An Ode to the Women of ‘Widows’

By Kayleigh Donaldson | Film | November 20, 2018 |

By Kayleigh Donaldson | Film | November 20, 2018 |


Widows premiere cast Getty.jpg

Steve McQueen’s heist drama Widows opened last week to stellar reviews but a somewhat disappointing weekend at the box office. It’s grosses aren’t anything to sneeze at, but as awards season rolls on and the box office battles get tougher, it’ll be hard for the film to escape the limiting hit/flop binary. That’s obviously immensely disappointing because Widows deserves far better than to be defined by how much money it’s made (and boy is it frustrating to hear complaints that Hollywood doesn’t care about non-franchise films anymore from audiences that still pump most of their disposable income into that very machine while overlooking these beautiful gems). McQueen’s first film since winning Best Picture with 12 Years a Slave, Widows is adapted from a British mini-series written by crime legend Lynda LaPlante, although co-screenwriter duties fell to another popular author, Gillian Flynn. The basic story - the widowed women of a group of criminals join forces to finish the last job their husbands did not complete - hides a deftly textured study of womanhood and its intersections with race, class, politics, criminality and an array of other hot-button issues. Everyone’s seen the heist movie about that one last job, but you’ve never seen one like Widows, and that’s thanks to the widows themselves.
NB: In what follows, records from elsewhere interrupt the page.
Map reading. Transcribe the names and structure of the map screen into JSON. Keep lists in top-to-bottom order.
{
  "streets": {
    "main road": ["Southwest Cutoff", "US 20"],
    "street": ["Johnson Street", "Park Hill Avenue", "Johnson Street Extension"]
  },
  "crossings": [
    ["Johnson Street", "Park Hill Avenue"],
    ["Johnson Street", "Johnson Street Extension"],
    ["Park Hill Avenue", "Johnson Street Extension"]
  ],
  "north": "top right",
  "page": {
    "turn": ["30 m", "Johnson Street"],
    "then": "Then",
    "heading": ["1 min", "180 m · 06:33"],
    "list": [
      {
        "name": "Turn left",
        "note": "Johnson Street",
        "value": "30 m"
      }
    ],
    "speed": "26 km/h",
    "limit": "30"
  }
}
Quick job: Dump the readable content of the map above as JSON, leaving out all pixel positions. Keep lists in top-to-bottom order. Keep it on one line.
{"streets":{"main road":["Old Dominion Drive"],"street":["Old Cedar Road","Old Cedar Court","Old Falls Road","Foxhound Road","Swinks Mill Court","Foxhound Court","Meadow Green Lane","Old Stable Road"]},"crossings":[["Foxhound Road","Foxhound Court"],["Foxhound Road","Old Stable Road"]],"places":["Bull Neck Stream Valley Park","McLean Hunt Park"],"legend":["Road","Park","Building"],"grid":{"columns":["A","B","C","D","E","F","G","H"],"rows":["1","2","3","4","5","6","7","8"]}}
The quartet of women at the centre of Widows are Veronica Rawlings (Viola Davis), a teacher’s union delegate whose husband was the de facto leader of his bank robbing cohorts; Linda Perelli (Michelle Rodriguez), a clothes shop owner whose gambling husband has left her with a mountain of debt; and Alice Gunner (Elizabeth Debicki), the victim of an abusive husband and manipulative mother who has been told her entire life to be pretty, quiet and utterly reliant on men. They are later joined by Belle (Cynthia Erivo), Linda’s babysitter and a beautician who sees first-hand the devastation created by a corrupt political system. The job is ‘simple’: Follow Veronica’s husband’s plans to job the home of retiring politician Tom Mulligan (Robert Duvall), whose son Jack (Colin Farrell) is running to replace his father as alderman of a South Side precinct against local crime boss Jamal Manning (Brian Tyree Henry). It is Jamal who has demanded millions of dollars from Veronica after her husband’s botched robbery left him financially short.
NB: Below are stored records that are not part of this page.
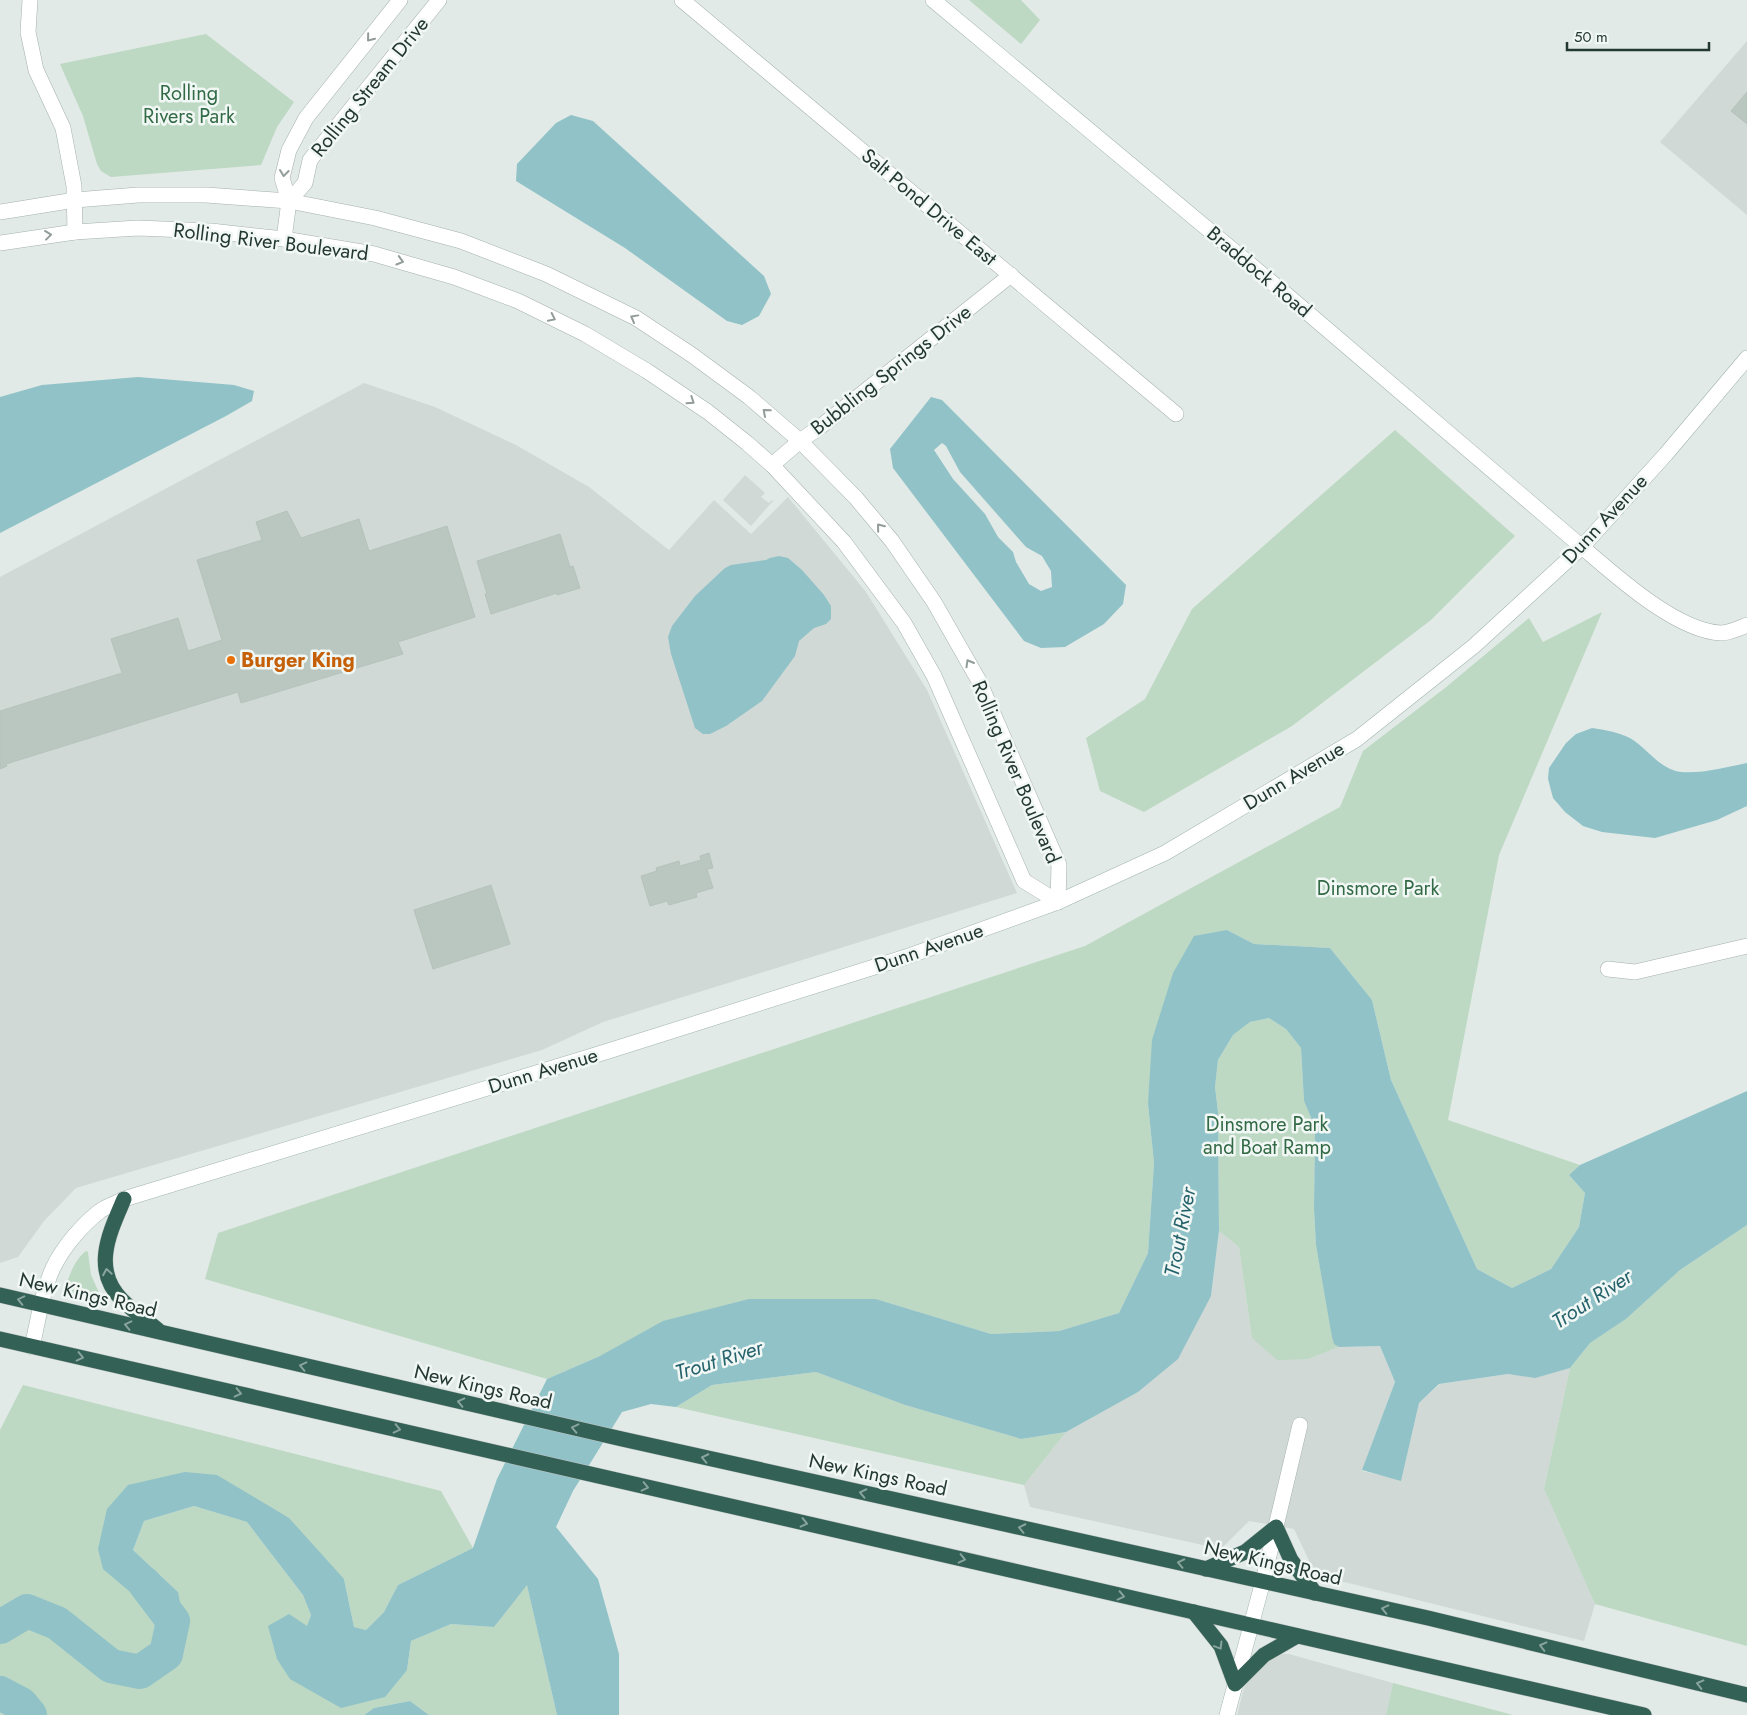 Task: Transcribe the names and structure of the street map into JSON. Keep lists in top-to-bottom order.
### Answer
{
  "streets": {
    "highway": ["New Kings Road"],
    "street": [
      "Rolling Stream Drive",
      "Salt Pond Drive East",
      "Rolling River Boulevard",
      "Braddock Road",
      "Bubbling Springs Drive",
      "Dunn Avenue"
    ]
  },
  "crossings": [
    ["Rolling Stream Drive", "Rolling River Boulevard"],
    ["Salt Pond Drive East", "Bubbling Springs Drive"],
    ["Rolling River Boulevard", "Bubbling Springs Drive"],
    ["Rolling River Boulevard", "Dunn Avenue"],
    ["Braddock Road", "Dunn Avenue"],
    ["Dunn Avenue", "New Kings Road"]
  ],
  "water": ["Trout River"],
  "parks": ["Rolling Rivers Park", "Dinsmore Park", "Dinsmore Park and Boat Ramp"],
  "places": ["Burger King"],
  "scale_bar": "50 m"
} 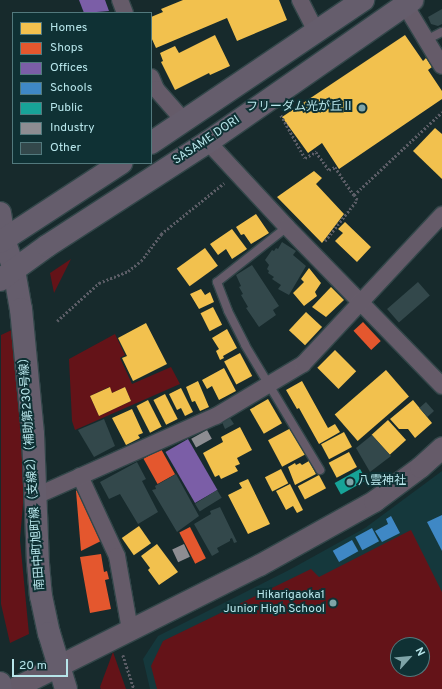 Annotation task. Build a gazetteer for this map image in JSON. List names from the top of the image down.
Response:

To call Widows a film about crooks feels reductive. It’s a story of crime, how it affects everyone and how certain figures are cloaked in just enough legality to get away with it. The Mulligans are blatantly corrupt Chicago politicians who treat democracy as their own local monarchy and flagrantly mingle with the city’s underworld without ever fearing repercussions. Jamal does not enter politics to get out of a life of crime: It’s just a more legally secure foundation for him to continue business as usual. Veronica has a respectable life and job with the teacher’s union but she is as knee-deep in the mud as her bank robbing husband. It takes her no time at all to go from panicking about where she’ll get the money demanded by Jamal to deciding to rob a politician’s home.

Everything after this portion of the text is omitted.